Hate to burst your bubble SF, but the winter weather might be here to stay.
After two weeks of glorious sunshine and balmy temperatures, the city recorded 0.91 inches of rain over a 24-hour period, Monday into Tuesday. And our neighbors up in Tahoe saw spring snow Tuesday afternoon, heavy enough that the National Weather Service issued a winter weather advisory.
Spring has sprung, no?
To put these figures in perspective, the average rainfall for the entire month of May is only 0.54 inches. Parts of the North Bay, such as Mill Valley, also clocked higher-than-usual rainfall levels, marking the continuation of what has been a very wet, very windy Bay Area winter.
The city has come within inches (literally) of numerous precipitation records this year. San Francisco was doused with 5.46 inches of rain during a New Year’s Eve storm, delivering the second-highest level of single-day precipitation in city history.

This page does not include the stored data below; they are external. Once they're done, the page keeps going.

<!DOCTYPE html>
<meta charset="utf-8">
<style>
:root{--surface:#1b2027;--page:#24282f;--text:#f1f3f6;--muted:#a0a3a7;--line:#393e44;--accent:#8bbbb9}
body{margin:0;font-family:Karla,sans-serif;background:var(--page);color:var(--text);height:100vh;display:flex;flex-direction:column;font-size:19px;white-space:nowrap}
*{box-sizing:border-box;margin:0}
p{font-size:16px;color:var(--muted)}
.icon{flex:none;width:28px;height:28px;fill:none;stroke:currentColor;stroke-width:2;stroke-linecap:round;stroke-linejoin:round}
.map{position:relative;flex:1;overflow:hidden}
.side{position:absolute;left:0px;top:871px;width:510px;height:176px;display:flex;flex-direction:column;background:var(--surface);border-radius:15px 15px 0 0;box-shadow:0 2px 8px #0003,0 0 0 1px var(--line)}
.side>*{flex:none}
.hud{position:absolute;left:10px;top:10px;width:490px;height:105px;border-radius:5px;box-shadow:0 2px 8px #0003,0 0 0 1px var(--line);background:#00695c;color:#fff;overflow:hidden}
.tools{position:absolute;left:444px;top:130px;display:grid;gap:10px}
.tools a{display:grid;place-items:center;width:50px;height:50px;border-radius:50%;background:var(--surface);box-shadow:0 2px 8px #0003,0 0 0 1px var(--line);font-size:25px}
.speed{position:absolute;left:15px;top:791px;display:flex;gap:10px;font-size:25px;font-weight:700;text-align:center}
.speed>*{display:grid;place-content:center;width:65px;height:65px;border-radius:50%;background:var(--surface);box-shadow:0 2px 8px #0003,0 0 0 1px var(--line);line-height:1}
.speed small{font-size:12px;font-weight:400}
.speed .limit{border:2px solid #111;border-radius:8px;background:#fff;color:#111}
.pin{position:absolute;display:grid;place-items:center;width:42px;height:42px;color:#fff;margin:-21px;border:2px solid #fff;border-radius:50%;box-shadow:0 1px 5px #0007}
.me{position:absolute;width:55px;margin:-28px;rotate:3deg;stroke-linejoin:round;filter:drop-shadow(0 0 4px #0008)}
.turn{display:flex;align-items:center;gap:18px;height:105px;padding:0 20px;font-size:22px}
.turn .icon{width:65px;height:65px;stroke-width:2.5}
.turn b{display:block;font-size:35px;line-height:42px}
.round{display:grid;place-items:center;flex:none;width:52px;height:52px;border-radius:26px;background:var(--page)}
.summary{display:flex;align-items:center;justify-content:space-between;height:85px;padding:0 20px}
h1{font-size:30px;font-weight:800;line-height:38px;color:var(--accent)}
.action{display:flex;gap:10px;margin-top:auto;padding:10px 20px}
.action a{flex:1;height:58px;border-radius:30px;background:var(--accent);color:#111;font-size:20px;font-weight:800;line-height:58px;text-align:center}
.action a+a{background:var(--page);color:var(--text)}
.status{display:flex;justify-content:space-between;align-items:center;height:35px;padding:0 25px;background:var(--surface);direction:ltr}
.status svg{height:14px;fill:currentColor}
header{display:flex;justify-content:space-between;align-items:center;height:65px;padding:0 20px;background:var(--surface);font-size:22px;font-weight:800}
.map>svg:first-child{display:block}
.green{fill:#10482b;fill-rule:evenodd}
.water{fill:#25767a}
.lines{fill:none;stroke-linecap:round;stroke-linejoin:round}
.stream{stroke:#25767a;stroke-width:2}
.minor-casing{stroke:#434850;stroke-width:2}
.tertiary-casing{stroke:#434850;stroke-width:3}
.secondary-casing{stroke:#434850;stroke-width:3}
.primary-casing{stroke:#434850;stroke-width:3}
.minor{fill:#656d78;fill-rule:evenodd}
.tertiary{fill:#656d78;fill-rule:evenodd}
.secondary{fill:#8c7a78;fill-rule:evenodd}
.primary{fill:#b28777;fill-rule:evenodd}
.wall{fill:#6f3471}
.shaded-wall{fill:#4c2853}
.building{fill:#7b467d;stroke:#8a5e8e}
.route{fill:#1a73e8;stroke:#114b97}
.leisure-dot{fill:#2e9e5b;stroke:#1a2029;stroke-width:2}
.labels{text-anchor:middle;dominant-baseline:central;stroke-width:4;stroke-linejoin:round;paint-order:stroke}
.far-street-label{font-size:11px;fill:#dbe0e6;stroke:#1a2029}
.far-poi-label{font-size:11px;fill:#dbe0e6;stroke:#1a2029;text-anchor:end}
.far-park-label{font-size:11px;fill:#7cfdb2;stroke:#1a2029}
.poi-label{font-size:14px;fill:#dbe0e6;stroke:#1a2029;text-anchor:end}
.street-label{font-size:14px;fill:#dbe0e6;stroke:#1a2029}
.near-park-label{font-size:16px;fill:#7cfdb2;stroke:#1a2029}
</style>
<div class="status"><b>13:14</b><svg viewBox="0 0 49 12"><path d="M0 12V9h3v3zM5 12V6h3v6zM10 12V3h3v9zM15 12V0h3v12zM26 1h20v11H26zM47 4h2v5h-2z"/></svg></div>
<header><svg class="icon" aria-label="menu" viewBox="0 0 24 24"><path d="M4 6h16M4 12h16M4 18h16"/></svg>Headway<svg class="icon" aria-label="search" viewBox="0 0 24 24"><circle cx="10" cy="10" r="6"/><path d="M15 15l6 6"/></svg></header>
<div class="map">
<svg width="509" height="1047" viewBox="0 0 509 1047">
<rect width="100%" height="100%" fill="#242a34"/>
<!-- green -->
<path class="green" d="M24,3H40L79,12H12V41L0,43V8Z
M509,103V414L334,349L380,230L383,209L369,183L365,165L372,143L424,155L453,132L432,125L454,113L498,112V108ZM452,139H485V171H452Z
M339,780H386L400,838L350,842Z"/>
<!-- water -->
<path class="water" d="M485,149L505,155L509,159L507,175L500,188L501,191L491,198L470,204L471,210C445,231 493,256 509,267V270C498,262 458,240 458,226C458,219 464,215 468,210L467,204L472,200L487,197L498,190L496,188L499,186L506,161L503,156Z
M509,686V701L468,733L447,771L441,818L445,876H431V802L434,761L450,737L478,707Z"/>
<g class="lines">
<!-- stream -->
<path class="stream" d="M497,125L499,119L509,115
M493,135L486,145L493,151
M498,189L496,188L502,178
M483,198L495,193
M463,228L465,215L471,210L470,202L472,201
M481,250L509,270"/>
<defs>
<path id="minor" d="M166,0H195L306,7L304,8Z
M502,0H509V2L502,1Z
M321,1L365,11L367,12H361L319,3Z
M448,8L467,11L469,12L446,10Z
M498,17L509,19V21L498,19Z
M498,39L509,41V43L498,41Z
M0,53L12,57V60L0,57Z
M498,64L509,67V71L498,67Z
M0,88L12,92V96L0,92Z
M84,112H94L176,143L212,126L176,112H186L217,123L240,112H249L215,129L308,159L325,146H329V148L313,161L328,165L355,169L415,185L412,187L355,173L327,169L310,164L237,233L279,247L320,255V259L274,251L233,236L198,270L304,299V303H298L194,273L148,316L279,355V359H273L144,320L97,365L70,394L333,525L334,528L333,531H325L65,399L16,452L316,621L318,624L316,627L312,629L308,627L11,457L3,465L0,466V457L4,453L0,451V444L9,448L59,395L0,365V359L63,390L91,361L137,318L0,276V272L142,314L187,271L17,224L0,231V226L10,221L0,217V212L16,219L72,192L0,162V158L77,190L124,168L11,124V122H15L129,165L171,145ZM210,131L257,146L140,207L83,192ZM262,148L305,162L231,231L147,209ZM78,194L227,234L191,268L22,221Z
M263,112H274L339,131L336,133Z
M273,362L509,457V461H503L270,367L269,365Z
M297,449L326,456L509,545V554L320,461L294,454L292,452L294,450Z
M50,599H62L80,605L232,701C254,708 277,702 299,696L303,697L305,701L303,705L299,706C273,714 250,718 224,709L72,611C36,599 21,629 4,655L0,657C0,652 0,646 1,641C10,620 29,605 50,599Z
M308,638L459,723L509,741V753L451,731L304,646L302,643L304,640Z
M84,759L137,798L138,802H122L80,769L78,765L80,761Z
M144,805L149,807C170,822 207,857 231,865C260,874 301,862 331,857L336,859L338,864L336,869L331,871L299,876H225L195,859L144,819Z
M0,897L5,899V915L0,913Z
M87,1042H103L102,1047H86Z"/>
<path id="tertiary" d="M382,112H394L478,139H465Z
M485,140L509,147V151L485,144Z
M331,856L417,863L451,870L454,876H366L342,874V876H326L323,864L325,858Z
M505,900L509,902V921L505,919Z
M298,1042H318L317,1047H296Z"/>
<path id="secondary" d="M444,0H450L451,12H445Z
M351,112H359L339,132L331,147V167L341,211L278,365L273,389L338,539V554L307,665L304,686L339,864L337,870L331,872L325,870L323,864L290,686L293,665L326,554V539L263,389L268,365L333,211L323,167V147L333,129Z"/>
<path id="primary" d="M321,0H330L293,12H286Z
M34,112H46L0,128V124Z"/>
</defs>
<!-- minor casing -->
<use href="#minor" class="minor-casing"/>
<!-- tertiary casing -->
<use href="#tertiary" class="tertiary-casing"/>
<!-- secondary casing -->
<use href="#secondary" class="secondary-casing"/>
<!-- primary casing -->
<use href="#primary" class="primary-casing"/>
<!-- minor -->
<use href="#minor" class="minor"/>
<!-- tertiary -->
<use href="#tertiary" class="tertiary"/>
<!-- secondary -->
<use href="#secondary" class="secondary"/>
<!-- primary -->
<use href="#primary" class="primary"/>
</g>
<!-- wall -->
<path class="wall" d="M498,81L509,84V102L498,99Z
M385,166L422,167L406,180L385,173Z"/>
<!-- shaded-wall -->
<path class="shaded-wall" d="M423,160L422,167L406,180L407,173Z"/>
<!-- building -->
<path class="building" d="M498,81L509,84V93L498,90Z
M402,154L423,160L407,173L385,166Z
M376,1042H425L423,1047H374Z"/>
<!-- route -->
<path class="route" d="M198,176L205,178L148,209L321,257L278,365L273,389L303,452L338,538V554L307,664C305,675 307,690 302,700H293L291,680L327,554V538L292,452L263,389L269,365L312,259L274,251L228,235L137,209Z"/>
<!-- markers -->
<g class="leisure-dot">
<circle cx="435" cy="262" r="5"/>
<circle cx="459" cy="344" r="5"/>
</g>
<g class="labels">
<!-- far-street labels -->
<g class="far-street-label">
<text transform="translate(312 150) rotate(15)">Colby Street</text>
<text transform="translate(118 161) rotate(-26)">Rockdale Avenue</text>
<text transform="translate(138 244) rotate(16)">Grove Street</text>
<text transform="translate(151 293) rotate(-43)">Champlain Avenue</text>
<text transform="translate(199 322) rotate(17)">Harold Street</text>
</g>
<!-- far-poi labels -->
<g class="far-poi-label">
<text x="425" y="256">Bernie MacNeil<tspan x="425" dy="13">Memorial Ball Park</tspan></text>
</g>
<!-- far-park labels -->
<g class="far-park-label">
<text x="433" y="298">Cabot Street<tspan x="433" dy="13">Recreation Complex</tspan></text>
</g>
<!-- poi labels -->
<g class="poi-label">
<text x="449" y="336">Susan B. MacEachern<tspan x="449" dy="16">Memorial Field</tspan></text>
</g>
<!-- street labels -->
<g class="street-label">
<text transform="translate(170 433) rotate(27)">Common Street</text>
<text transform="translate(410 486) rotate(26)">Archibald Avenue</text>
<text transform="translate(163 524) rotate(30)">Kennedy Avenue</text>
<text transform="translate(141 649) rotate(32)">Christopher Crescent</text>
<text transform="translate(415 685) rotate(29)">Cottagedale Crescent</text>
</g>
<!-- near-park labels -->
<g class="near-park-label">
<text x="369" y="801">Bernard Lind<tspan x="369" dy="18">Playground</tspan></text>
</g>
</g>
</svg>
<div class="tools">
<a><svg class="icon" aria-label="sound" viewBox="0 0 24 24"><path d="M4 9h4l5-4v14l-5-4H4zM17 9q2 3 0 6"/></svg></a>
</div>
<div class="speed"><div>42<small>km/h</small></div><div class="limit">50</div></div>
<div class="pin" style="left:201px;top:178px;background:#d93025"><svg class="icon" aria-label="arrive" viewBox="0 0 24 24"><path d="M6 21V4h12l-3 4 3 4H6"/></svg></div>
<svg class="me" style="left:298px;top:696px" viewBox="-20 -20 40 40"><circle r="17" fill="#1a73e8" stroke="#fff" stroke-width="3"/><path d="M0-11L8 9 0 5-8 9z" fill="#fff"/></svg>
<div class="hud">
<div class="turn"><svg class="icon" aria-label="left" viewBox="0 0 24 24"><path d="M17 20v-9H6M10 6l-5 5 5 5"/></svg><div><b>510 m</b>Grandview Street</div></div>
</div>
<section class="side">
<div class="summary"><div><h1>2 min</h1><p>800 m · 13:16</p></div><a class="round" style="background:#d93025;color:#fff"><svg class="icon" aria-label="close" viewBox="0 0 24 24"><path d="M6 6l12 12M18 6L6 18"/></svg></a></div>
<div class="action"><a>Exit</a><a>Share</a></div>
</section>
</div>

And after winter atmospheric rivers battered the West Coast, massive snowpacks formed on the Sierras and other mountain ranges. As of May 1, California's snowpack sat at a whopping 254% of its typical peak, coasting well past records set in previous seasons.
So What’s Next?
There’s a chance of even more rain later this week with scattered showers across the Central Coast, according to the National Weather Service. As for any more surprise spring storms, weather experts say they're difficult to predict.
Climate scientist Daniel Swain tweeted that Tuesday’s storm was “unusually cold and fairly electric,” and that the broader conditions set up by winter storms put California on track for a particularly powerful El Niño event. Warmer-than-average surface temperatures in the eastern Pacific Ocean tend to generate higher-than-average seasonal rainfall across western North America—including California.
“It’s not just that there’s a high likelihood of El Niño conditions of some magnitude this year (which there is), but there’s also a moderate but growing likelihood of a remarkably strong event later in 2023,” Swain said in a blog post, adding that it’s likely that a greater frequency of storms will arrive in late autumn.
More snow in Tahoe and on the state’s massive snowpack might also spell bad news for low-lying regions of the Central Valley.
Though state officials say the snowpack has melted at a slower rate than expected—even with the spell of balmy spring temperatures last week—folks in Tulare County and other agriculture-heavy regions are scrambling to protect flooded crops and homes.